You are misunderstanding me bringing up mutually assured destruction. Sure, it prevents preemptive strikes, but it doesn't prevent accidental launches, broken early warning systems and bad communication.
Do you think the fact that we haven't done any of these other measures to a degree that the danger is no longer substantial in 70 or so years is a matter of technology or priority? If it's priority, how do we prioritize? Is that, perhaps, a non-technical problem? If it's a tech advancement problem, how do not constantly have a rolling window of uncontrolled potentially civilization-ending technology?
> You are misunderstanding me bringing up mutually assured destruction. Sure, it prevents preemptive strikes, but it doesn't prevent accidental launches, broken early warning systems and bad communication.
No I understand just fine. We are just using different definitions of problem.
In my definition of problem, mutually assured destruction is a solution to the problem of nuclear strikes. Accidental launches, broken early warning systems, and miscommunication are all additional problems, which have their own solutions. There also exist alternative, better solutions to the initial problem (again nuclear strikes), which might avoid some of these additional problems.

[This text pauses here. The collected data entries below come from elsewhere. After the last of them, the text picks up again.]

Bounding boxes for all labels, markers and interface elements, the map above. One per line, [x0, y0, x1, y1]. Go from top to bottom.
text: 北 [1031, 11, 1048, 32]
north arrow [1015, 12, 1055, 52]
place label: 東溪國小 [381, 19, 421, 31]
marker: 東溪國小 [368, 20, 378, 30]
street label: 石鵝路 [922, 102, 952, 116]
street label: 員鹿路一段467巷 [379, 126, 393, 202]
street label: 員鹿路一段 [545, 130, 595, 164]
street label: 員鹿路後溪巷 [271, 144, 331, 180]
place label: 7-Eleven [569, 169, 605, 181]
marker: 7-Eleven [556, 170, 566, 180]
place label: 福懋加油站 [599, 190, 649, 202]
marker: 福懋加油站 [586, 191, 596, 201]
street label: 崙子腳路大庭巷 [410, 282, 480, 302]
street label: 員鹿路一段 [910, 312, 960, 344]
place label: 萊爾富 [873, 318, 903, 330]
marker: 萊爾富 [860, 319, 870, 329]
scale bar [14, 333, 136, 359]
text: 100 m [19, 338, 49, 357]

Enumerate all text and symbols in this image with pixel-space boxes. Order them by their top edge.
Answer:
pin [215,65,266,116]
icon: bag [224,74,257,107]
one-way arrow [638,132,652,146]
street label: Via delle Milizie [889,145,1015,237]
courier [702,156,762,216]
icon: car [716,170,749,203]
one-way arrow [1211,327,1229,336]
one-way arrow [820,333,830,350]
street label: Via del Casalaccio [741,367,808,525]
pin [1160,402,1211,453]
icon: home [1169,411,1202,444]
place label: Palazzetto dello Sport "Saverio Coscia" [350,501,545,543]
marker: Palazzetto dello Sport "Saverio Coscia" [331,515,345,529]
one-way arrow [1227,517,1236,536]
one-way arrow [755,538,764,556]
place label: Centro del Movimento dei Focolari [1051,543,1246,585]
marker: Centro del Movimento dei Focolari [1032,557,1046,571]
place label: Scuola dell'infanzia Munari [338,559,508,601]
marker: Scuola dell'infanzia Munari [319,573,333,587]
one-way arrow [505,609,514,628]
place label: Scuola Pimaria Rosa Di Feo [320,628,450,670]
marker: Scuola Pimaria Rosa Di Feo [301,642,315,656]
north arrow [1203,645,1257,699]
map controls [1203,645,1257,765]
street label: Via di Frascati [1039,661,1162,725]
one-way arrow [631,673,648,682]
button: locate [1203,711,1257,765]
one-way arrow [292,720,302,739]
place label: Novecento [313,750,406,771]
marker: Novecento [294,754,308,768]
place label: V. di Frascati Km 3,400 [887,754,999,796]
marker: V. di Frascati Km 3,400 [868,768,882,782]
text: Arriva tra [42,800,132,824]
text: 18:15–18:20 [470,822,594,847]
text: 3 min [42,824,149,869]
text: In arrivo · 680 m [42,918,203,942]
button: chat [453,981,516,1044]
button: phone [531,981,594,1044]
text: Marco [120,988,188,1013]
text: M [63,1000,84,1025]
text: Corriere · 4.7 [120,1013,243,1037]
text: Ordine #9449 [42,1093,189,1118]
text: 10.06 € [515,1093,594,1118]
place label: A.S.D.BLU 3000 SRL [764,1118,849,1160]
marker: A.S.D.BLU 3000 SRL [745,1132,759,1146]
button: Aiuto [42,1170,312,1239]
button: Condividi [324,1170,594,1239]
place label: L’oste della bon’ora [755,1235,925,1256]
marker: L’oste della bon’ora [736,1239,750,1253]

> Do you think the fact that we haven't done any of these other measures to a degree that the danger is no longer substantial in 70 or so years is a matter of technology or priority?
Clearly technology. Nuclear war is an existential threat that has occupied the minds of policy makers and the public alike for decades, and there is arguably no higher priority than preventing it. If someone just had a silver bullet lying around that would eliminate that threat and allow the world to sleep easy it would have been implemented immediately, regardless of cost. It's not like our current solution is free, maintaining a nuclear deterrent is massively expensive and of course carries catastrophic risk if it fails. Substantial effort has been placed into developing some of these alternative solutions, but to date mutually assured destruction remains the best solution available. But technological advance continues, and the idea that a better solution could not eventually be found is silly.

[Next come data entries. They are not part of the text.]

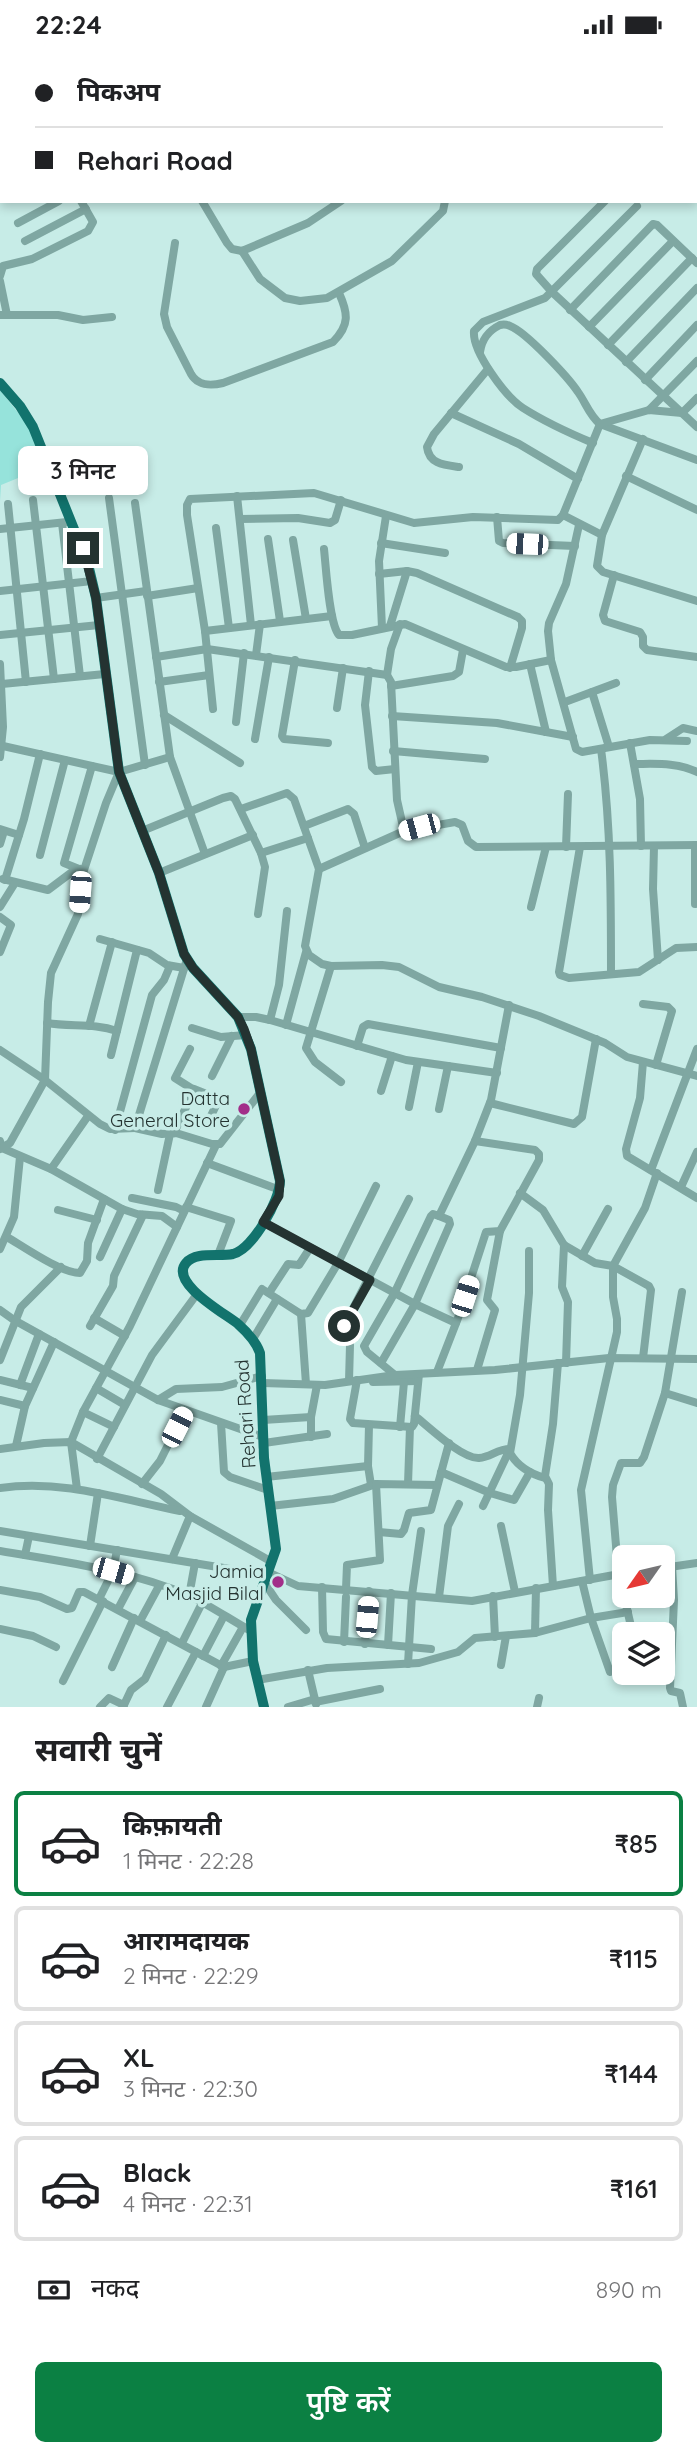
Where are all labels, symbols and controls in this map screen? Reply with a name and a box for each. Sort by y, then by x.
text: 22:24 [35,8,102,41]
text: पिकअप [77,75,160,108]
text: Rehari Road [77,144,233,177]
callout: 3 मिनट [18,447,148,496]
text: 3 मिनट [50,456,116,485]
route end [67,532,99,564]
car [506,533,549,555]
car [396,811,443,843]
car [69,870,92,914]
place label: Datta General Store [110,1086,230,1132]
marker: Datta General Store [236,1101,252,1117]
car [449,1273,482,1319]
route start [328,1310,360,1342]
street label: Rehari Road [229,1359,261,1469]
car [159,1404,196,1450]
north arrow [612,1545,676,1608]
map controls [612,1545,675,1685]
car [90,1555,137,1587]
place label: Jamia Masjid Bilal [165,1559,264,1605]
marker: Jamia Masjid Bilal [270,1574,286,1590]
car [355,1595,380,1639]
button: layers [612,1622,675,1685]
text: सवारी चुनें [35,1729,162,1769]
text: किफ़ायती [123,1809,222,1842]
icon: car [39,1812,102,1875]
text: ₹85 [615,1827,658,1860]
text: 1 मिनट · 22:28 [123,1846,254,1875]
text: आरामदायक [123,1924,249,1957]
icon: car [39,1927,102,1990]
text: ₹115 [609,1942,658,1975]
text: 2 मिनट · 22:29 [123,1961,259,1990]
text: XL [123,2041,155,2074]
icon: car [39,2042,102,2105]
text: ₹144 [604,2057,658,2090]
text: 3 मिनट · 22:30 [123,2074,258,2103]
text: Black [123,2156,192,2189]
icon: car [39,2157,102,2220]
text: ₹161 [610,2172,658,2205]
text: 4 मिनट · 22:31 [123,2189,253,2218]
icon: cash [35,2271,73,2309]
text: नकद [91,2271,139,2304]
text: 890 m [596,2275,662,2304]
button: पुष्टि करें [35,2362,662,2442]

> If it's a tech advancement problem, how do not constantly have a rolling window of uncontrolled potentially civilization-ending technology?
That is very clearly a different problem - preventing existential threats from being developed in the future versus dealing with existential threats already developed. Let's rephrase the question as "how do we create a situation where people aren't willing to go through the effort to create more capable weapons of mass destruction?" Again, I don't have answers to all the worlds problems, but it's reasonable to believe that a series of technical fixes to the root causes of the problem exist.